Available data START

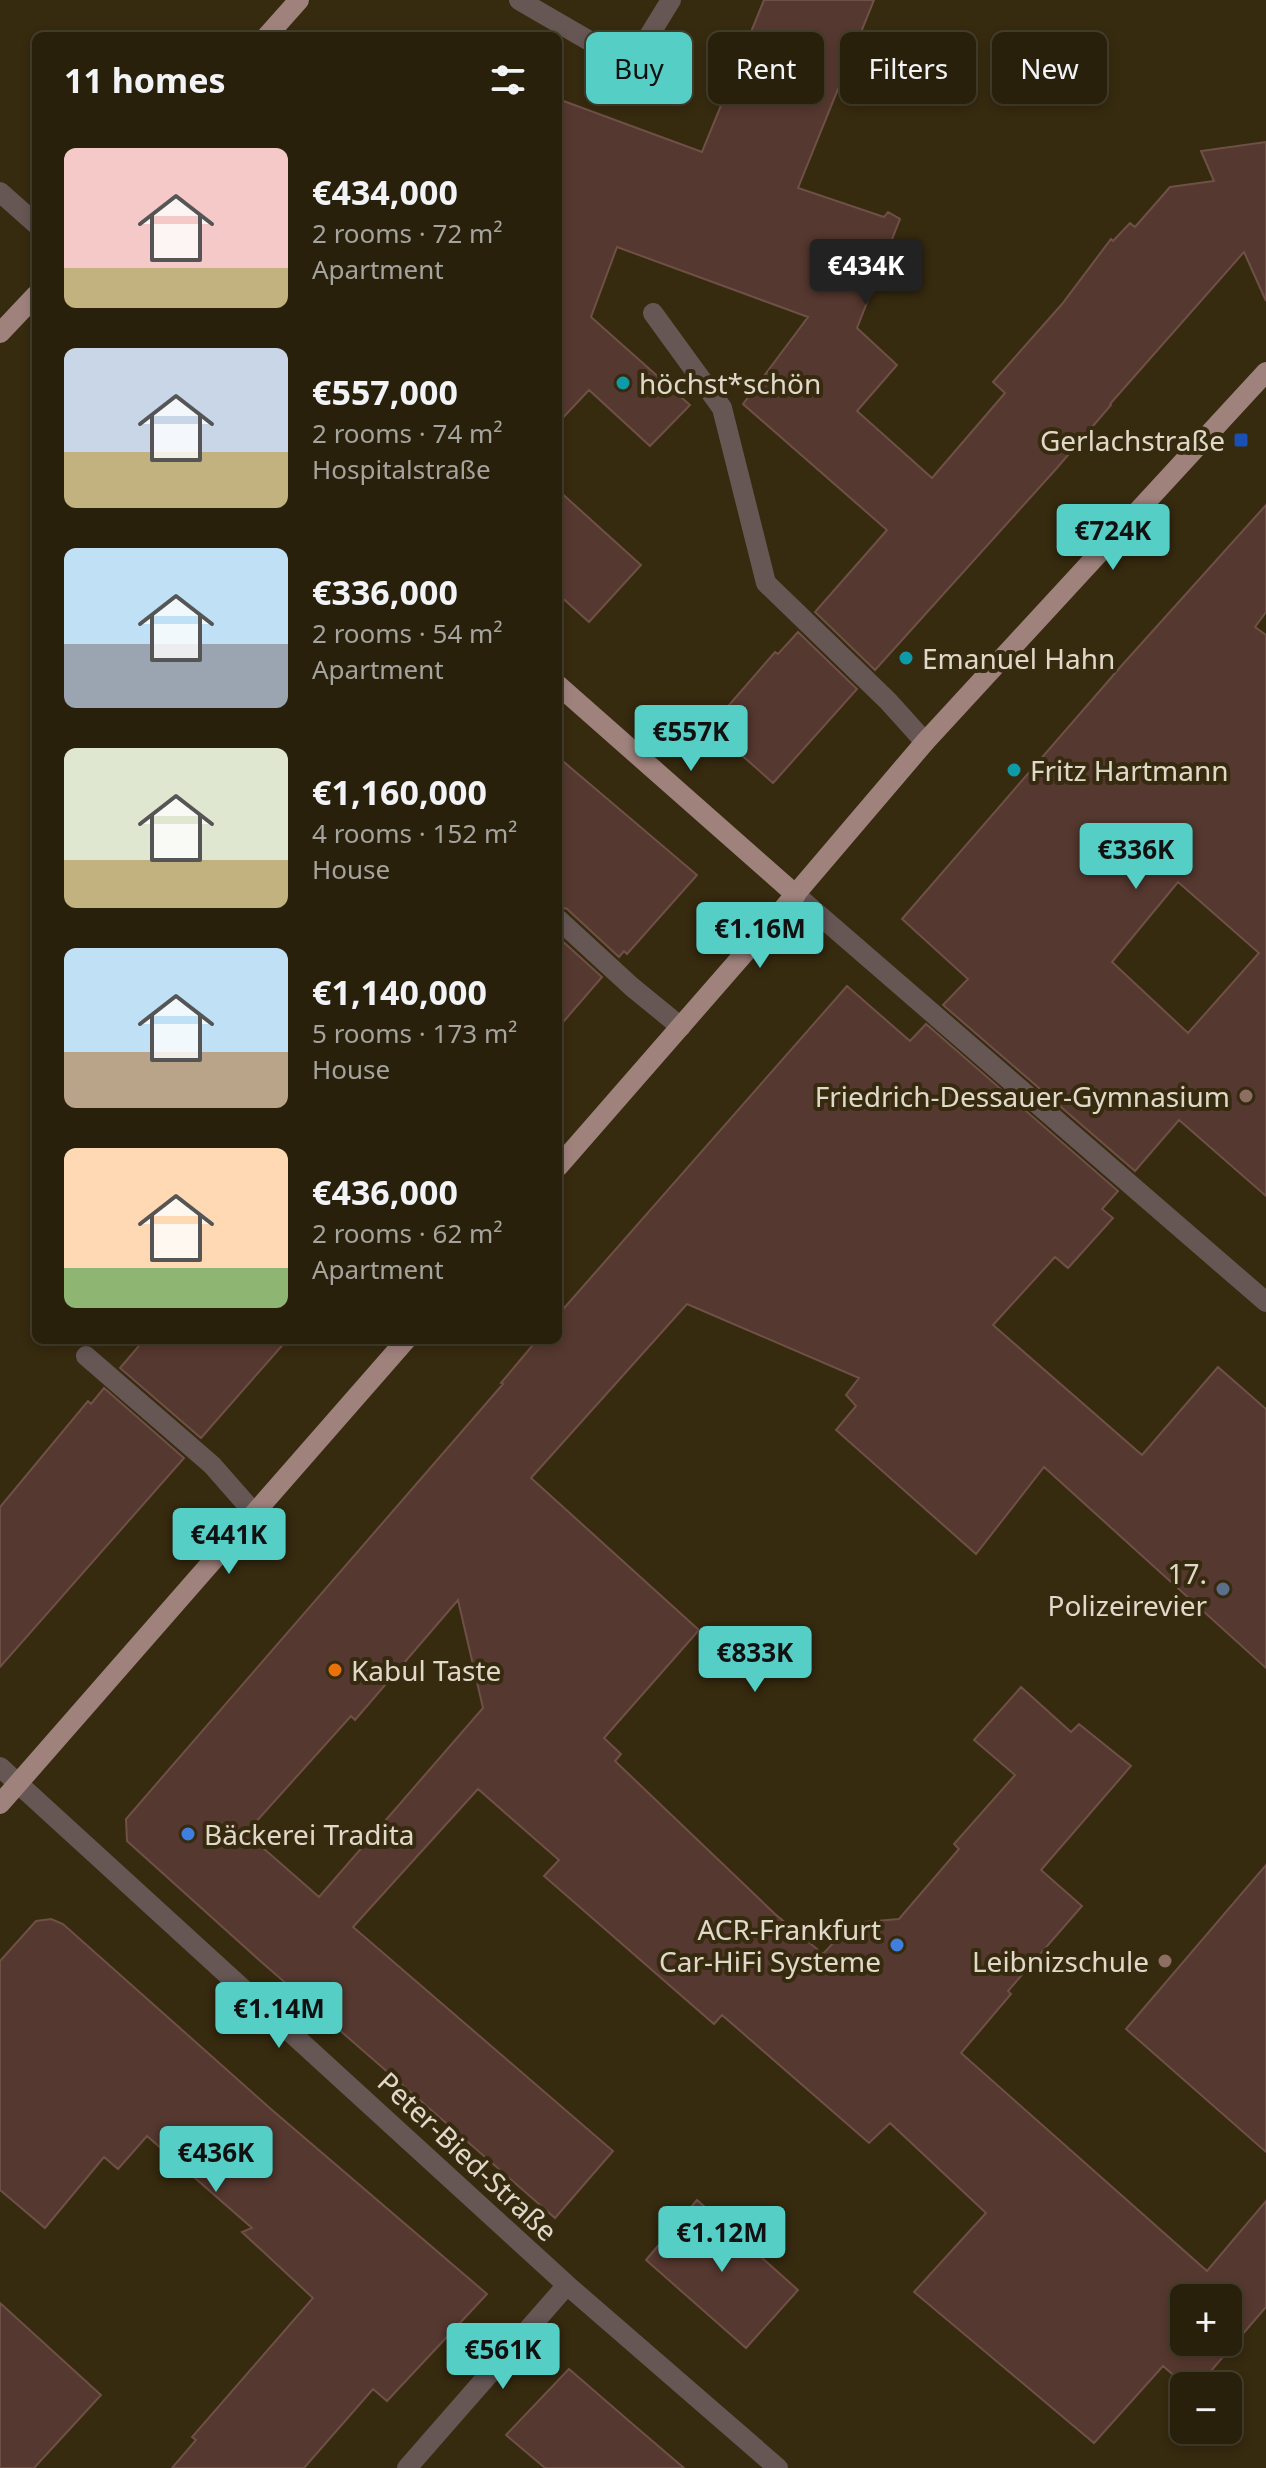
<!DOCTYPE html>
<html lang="en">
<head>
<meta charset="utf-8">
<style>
	body { margin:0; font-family:"Noto Sans",sans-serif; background:#342d19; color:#f1f3f6; height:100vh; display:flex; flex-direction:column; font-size:30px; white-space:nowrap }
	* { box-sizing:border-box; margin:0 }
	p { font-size:26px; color:#a5a39d }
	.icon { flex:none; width:44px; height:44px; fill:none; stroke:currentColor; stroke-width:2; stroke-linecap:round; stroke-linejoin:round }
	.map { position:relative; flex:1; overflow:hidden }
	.drawer { position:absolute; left:32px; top:32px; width:530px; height:1312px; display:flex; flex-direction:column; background:#28200b; border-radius:12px; box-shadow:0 4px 12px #0003,0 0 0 2px #443e2c }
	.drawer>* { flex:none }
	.hud { position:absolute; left:586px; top:32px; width:560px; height:72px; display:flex; gap:16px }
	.controls { position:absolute; left:1170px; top:2284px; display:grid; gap:16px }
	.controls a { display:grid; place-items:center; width:72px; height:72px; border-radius:12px; background:#28200b; box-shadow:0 4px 12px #0003,0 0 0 2px #443e2c; font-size:40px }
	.price { position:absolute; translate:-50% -68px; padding:0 18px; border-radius:8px; background:#55cec5; color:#111; font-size:26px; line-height:52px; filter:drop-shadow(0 2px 4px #0008) }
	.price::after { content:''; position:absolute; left:50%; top:48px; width:24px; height:18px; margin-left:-12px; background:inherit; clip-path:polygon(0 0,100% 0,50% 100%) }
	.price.selected { background:#222; color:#fff }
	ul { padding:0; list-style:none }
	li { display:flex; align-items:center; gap:24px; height:200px; padding:0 32px }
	li span { display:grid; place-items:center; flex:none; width:224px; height:160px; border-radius:12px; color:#555 }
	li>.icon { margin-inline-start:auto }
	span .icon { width:96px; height:96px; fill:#fffc; stroke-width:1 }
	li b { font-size:34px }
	h2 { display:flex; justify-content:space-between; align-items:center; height:96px; padding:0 32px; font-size:34px }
	.chip { padding:0 28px; border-radius:12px; background:#28200b; box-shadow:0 4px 12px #0003,0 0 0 2px #443e2c; font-size:28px; line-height:72px }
	.chip.selected { background:#55cec5; color:#111 }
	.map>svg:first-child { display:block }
	.building { fill:#55382f; stroke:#6f5047; stroke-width:2; fill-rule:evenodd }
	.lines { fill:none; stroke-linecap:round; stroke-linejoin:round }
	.minor { stroke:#665755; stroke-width:20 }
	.major { stroke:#a0827d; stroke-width:20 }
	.culture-dot { fill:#0f9aa8; stroke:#362a0f; stroke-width:3 }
	.transit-dot { fill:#1a4fb4; stroke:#362a0f; stroke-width:3 }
	.education-dot { fill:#8d6e63; stroke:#362a0f; stroke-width:3 }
	.service-dot { fill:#5c6f8a; stroke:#362a0f; stroke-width:3 }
	.food-dot { fill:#e8710a; stroke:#362a0f; stroke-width:3 }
	.shop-dot { fill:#3f7fe0; stroke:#362a0f; stroke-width:3 }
	.labels { text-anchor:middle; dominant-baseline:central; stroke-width:8; stroke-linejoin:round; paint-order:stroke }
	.poi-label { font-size:28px; fill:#e0d8c9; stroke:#362a0f; text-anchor:start }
	.street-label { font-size:28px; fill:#e0d8c9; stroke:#362a0f }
</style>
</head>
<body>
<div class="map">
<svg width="1266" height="2468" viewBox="0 0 1266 2468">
	<rect width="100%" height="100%" fill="#362a0f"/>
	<path class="building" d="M 764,0 L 874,0 L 798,188 L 884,217 L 888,212 L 900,219 L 857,328 L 897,365 L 857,411 L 932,478 L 1005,393 L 993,382 L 1062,304 L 1111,239 L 1113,241 L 1130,223 L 1135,227 L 1170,187 L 1214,181 L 1201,151 L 1266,142 L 1266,301 L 1244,252 L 1110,404 L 1111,405 L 1056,469 L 875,670 L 815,612 L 887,530 L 743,404 L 808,317 L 617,247 L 591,317 L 690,405 L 650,446 L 589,390 L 558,423 L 558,99 L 702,152 Z
		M 558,490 L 641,565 L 589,622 L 558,594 Z
		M 1266,505 L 1266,612 L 1255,627 L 1266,635 L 1266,1196 L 1179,1120 L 1135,1171 L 943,1005 L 968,979 L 902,919 L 1123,664 ZM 1178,882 L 1259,953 L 1188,1033 L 1112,962 Z
		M 798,632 L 857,689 L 773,783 L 710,727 L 775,652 L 778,654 Z
		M 558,757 L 697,875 L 627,954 L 624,951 L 619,957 L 567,909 L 558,906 Z
		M 558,937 L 602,977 L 558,1028 Z
		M 847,986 L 910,1041 L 926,1024 L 1118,1191 L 1102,1209 L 1113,1218 L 1068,1268 L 1055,1257 L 993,1325 L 1142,1455 L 1218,1367 L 1266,1409 L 1266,1668 L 1044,1467 L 976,1554 L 836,1430 L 856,1406 L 846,1395 L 859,1378 L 687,1304 L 531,1478 L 699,1630 L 604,1738 L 621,1754 L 615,1761 L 775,1914 L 823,1954 L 852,1923 L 899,1919 L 959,1849 L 954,1844 L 1015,1775 L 974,1740 L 1021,1687 L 1071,1732 L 1079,1724 L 1131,1766 L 1041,1870 L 1082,1906 L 1008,1991 L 1011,1994 L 961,2053 L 1207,2271 L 1266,2201 L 1266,2307 L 1198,2386 L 1186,2386 L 1163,2366 L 1094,2443 L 914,2292 L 986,2213 L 890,2123 L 869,2143 L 722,2015 L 714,2024 L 544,1876 L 559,1860 L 478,1789 L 353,1927 L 613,2151 L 555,2218 L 258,1959 L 127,1841 L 126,1819 L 503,1384 L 501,1383 L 537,1340 L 558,1340 L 558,1315 ZM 458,1600 L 483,1708 L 319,1897 L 246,1833 L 351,1716 L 355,1720 ZM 1184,2298 L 1228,2298 L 1228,2342 L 1184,2342 Z
		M 144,1340 L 287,1340 L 201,1438 L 120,1368 Z
		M 104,1388 L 184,1458 L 0,1667 L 0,1507 L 88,1401 L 91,1404 Z
		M 1266,1865 L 1266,2152 L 1126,2029 Z
		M 51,1919 L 63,1924 L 272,2110 L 487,2294 L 387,2401 L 373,2389 L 304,2468 L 172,2468 L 196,2440 L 192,2437 L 313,2298 L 242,2232 L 252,2228 L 147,2136 L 118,2169 L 104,2157 L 45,2228 L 0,2190 L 0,1961 L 36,1921 Z
		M 697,2200 L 798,2290 L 746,2348 L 646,2260 Z
		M 0,2303 L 101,2395 L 34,2468 L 0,2468 Z
		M 569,2369 L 636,2427 L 684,2468 L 545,2468 L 506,2435 Z"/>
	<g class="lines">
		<path class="minor" d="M 519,0 L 631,65 L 671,0
			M 0,192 L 36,224
			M 653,313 L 722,408 L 766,583 L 888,701 L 925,742
			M 796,895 L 1266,1302
			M 558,919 L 632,987 L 681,1027
			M 86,1356 L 212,1465 L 254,1513
			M 0,1767 L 567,2285 L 778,2468
			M 407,2468 L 567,2285"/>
		<path class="major" d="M 267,36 L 299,0
			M 0,333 L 36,295
			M 558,685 L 796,895
			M 558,1167 L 770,924 L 925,742 L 1266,372
			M 0,1804 L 406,1340"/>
	</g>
	<g class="culture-dot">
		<circle cx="623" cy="383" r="8"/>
		<circle cx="906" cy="658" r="8"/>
		<circle cx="1014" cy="770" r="8"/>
	</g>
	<rect class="transit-dot" x="1233" y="432" width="16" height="16" rx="4"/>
	<g class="education-dot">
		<circle cx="1246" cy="1096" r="8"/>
		<circle cx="1165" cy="1961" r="8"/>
	</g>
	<circle class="service-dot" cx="1223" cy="1589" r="8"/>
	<circle class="food-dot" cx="335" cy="1670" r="8"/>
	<g class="shop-dot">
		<circle cx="188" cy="1834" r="8"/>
		<circle cx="897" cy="1945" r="8"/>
	</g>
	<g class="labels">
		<g class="poi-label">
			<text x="639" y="383">höchst*schön</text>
			<text x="1225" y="440" text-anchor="end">Gerlachstraße</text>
			<text x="922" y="658">Emanuel Hahn</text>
			<text x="1030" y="770">Fritz Hartmann</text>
			<text x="1230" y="1096" text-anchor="end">Friedrich-Dessauer-Gymnasium</text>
			<text x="1207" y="1573" text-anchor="end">17.<tspan x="1207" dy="32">Polizeirevier</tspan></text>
			<text x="351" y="1670">Kabul Taste</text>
			<text x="204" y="1834">Bäckerei Tradita</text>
			<text x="881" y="1929" text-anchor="end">ACR-Frankfurt<tspan x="881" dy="32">Car-HiFi Systeme</tspan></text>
			<text x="1149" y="1961" text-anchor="end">Leibnizschule</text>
		</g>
		<g class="street-label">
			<text transform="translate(468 2156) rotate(43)">Peter-Bied-Straße</text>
		</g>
	</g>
</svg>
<div class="controls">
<a>+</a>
<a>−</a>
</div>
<b class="price selected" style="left:866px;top:307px">€434K</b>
<b class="price" style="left:1113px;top:572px">€724K</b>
<b class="price" style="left:691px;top:773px">€557K</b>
<b class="price" style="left:1136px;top:891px">€336K</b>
<b class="price" style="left:760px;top:970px">€1.16M</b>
<b class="price" style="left:229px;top:1576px">€441K</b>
<b class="price" style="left:755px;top:1694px">€833K</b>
<b class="price" style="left:279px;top:2050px">€1.14M</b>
<b class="price" style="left:216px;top:2194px">€436K</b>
<b class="price" style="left:722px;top:2274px">€1.12M</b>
<b class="price" style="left:503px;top:2391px">€561K</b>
<div class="hud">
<a class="chip selected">Buy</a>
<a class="chip">Rent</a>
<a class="chip">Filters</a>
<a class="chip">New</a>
</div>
<section class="drawer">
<h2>11 homes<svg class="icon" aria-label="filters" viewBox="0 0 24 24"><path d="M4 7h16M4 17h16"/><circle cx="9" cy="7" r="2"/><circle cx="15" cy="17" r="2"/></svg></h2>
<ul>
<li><span style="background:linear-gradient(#f6c9c9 75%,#c2b280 0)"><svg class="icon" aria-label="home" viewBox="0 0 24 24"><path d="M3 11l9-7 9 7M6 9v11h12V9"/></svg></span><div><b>€434,000</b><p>2 rooms · 72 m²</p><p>Apartment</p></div></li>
<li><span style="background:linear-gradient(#c9d6e8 65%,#c2b280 0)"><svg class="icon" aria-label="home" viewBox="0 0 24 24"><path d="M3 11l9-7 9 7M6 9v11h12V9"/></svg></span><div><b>€557,000</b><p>2 rooms · 74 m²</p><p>Hospitalstraße</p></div></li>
<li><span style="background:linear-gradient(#bfe0f5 60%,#9aa5b1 0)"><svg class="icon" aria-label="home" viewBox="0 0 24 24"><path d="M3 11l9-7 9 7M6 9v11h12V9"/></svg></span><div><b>€336,000</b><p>2 rooms · 54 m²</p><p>Apartment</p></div></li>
<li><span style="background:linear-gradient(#dfe7d0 70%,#c2b280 0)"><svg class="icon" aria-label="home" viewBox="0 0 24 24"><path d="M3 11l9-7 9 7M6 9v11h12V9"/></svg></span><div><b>€1,160,000</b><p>4 rooms · 152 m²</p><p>House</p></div></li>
<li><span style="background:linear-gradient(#bfe0f5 65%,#b9a48a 0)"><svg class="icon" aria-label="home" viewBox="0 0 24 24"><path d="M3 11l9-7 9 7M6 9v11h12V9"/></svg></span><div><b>€1,140,000</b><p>5 rooms · 173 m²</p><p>House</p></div></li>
<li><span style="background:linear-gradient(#ffd9b3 75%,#8fb573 0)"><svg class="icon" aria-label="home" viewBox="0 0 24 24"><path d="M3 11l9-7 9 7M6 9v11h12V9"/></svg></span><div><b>€436,000</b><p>2 rooms · 62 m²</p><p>Apartment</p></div></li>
</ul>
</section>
</div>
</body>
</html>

Available data END

* [Work order] For the listing above, work out how many lines contain the string "linecap" and return only that figure.

* [Exercise output] 2